Making the case that proposed developments won't come to fruition with support from tax increment financing, Mayor Rahm Emanuel is moving quickly to shore up development plans now that Amazon has moved on.

1 minute read

November 7, 2018, 6:00 AM PST

By James Brasuell @CasualBrasuell


Abdulzhelilova Susan / Shutterstock

"Mayor Rahm Emanuel was planning to fast-track $1.7 billion in subsidies to unlock the development potential of four massive projects in and around downtown even before Chicago appeared to have lost the competition for Amazon’s second North American headquarters," reports Fran Spielman.

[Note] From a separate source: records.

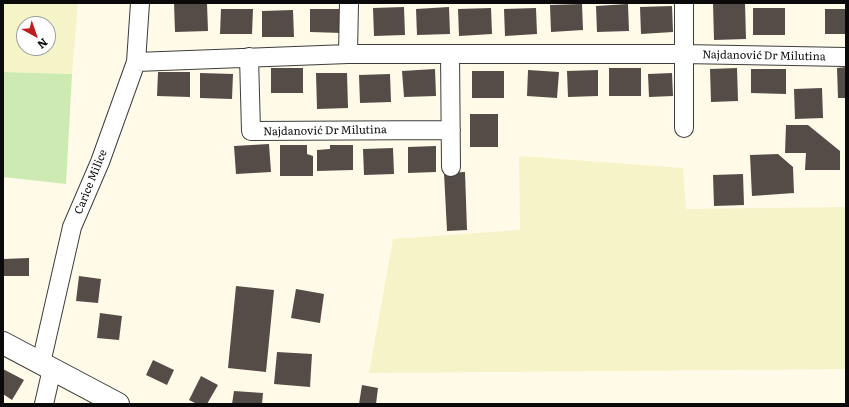 <!DOCTYPE html>
<meta charset="utf-8">
<style>
body{margin:0}
#map{position:relative;width:849px;height:407px;overflow:hidden;background:#fffbe8;font-family:Literata,serif}
canvas{display:block}
.frame{position:absolute;inset:0;border:4px solid #0a0a0a;pointer-events:none}
.north{position:absolute;left:16px;top:16px;width:40px;height:40px;box-sizing:border-box;background:#fff;border:1px solid #9d9d9d;border-radius:50%;rotate:140deg;font-size:11px;font-weight:700;line-height:16px;text-align:center;color:#0a0a0a}
.north::after{content:'';display:block;margin:auto;width:14px;height:18px;background:#bd1f21;clip-path:polygon(50% 0,100% 100%,50% 72%,0 100%)}
</style>
<div id="map">
<canvas width="849" height="407"></canvas>
<div class="frame"></div>
<div class="north">N</div>
</div>
<script>
const ctx = document.querySelector('canvas').getContext('2d');
ctx.lineJoin = 'round';
function fill(path, color) { ctx.fillStyle = color; ctx.fill(path, 'evenodd'); }
const toPath = rows => new Path2D(rows.map(r => 'M' + r).join(''));
function stroke(path, color, width, dash) { ctx.strokeStyle = color; ctx.lineWidth = width; ctx.lineCap = dash ? 'butt' : 'round'; ctx.setLineDash(dash || []); ctx.stroke(path); }
function drawText(font, color, halo, rows, align = 'center') {
  ctx.font = font + ' Literata,serif'; ctx.lineWidth = 4; ctx.setLineDash([]); ctx.textBaseline = 'middle'; ctx.strokeStyle = halo; ctx.fillStyle = color; for (const [text, x, y, turn = 0] of rows) {
    ctx.save(); ctx.translate(x, y); ctx.rotate((+turn || 0) * Math.PI / 180); ctx.textAlign = isNaN(turn) ? turn : align; if (halo) ctx.strokeText(text, 0, 0); ctx.fillText(text, 0, 0); ctx.restore();
  }
}
fill(toPath([
 [3,3,78,3,72,74,3,72],
 [24,24,48,24,48,48,24,48],
 [519,156,683,168,686,209,846,207,846,369,369,373,393,239,520,230]
]), '#f5f3c8');
fill(toPath([
 [3,72,72,74,66,184,3,177]
]), '#cceab1');
fill(toPath([
 [174,3,207,3,208,31,175,32],
 [713,3,745,3,746,39,714,40],
 [582,4,583,30,551,32,550,5],
 [628,4,629,31,597,32,596,6],
 [672,6,673,32,641,34,640,7],
 [404,7,405,35,374,36,373,8],
 [449,7,450,34,417,35,416,9],
 [491,8,492,34,459,36,458,9],
 [536,8,537,34,505,36,504,9],
 [753,8,785,8,785,35,753,35],
 [221,9,253,9,252,34,220,34],
 [310,9,342,9,342,33,310,32],
 [825,9,846,9,846,34,825,34],
 [293,10,294,37,262,37,262,11],
 [846,67,846,98,838,98,837,68],
 [271,68,303,68,303,93,271,93],
 [609,68,641,68,641,96,609,96],
 [737,68,738,101,711,102,710,69],
 [435,69,436,96,404,97,402,71],
 [751,69,786,69,786,94,751,93],
 [528,70,559,72,557,98,527,96],
 [598,70,598,96,568,97,567,71],
 [472,71,504,71,504,98,472,98],
 [158,72,190,72,190,97,157,96],
 [200,73,233,74,232,99,200,98],
 [316,73,347,73,348,108,317,109],
 [672,73,673,96,649,97,648,74],
 [390,74,391,102,360,103,359,75],
 [822,88,823,118,795,119,794,89],
 [470,114,498,114,498,147,470,147],
 [786,125,808,125,840,151,840,170,805,170,806,153,785,153],
 [269,144,271,172,236,174,234,146],
 [280,145,307,145,307,154,313,156,313,176,280,176],
 [330,145,353,145,353,170,317,171,317,150,330,149],
 [436,146,436,172,408,173,408,147],
 [393,148,394,174,364,175,363,149],
 [778,154,793,167,794,193,752,196,750,155],
 [465,172,467,230,447,231,444,173],
 [743,174,744,205,714,206,713,175],
 [29,258,29,276,3,276,3,259],
 [79,276,101,279,98,303,76,301],
 [236,286,274,290,266,372,228,368],
 [296,289,324,294,320,323,291,318],
 [100,313,122,316,119,340,97,338],
 [277,352,312,354,310,387,274,384],
 [153,360,174,370,167,385,146,375],
 [3,369,24,380,12,400,3,394],
 [201,376,218,385,207,404,197,404,189,400],
 [362,385,378,388,376,404,359,404],
 [234,391,263,393,262,404,232,404]
]), '#534c47');
const minor = toPath([
 [684,3,684,128],
 [348,54,349,3],
 [450,54,451,167],
 [249,57,251,131,451,130],
 [136,62,348,54,683,54,846,57],
 [41,363,72,227,100,162,136,62,140,3],
 [44,404,52,369]
]);
const tertiary = toPath([
 [3,343,118,404]
]);
stroke(minor, '#3d3d3d', 20);
stroke(tertiary, '#3d3d3d', 24);
stroke(minor, '#fff', 18);
stroke(tertiary, '#fff', 22);
drawText('11px', '#0a0a0a', '#fff', [
 ["Najdanović Dr Milutina",764,56,1],
 ["Najdanović Dr Milutina",325,131,-1],
 ["Carice Milice",91,182,-68]
]);
</script>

By subsidies, Spielman is referring to tax increment financing, set up specifically to protect taxpayers from risk. "Instead of fronting developers the money and being reimbursed when property taxes generated by new development start rolling in, developers will be asked to bankroll infrastructure improvements and be repaid after the fact," explains Spielman.

As for the development sites: "They include a Chicago River district where Tribune Media wants to build 15 office and residential towers; 'The 78,' a 62-acre site at Roosevelt and Clark once owned by convicted felon Tony Rezko, where Gov. Bruce Rauner dreams of building an innovation center led by the University of Illinois; the Lincoln Yards site, which includes the old Finkl Steel plant among 100 acres along the river, and the Burnham Lakefront, an area that includes the old Michael Reese Hospital site."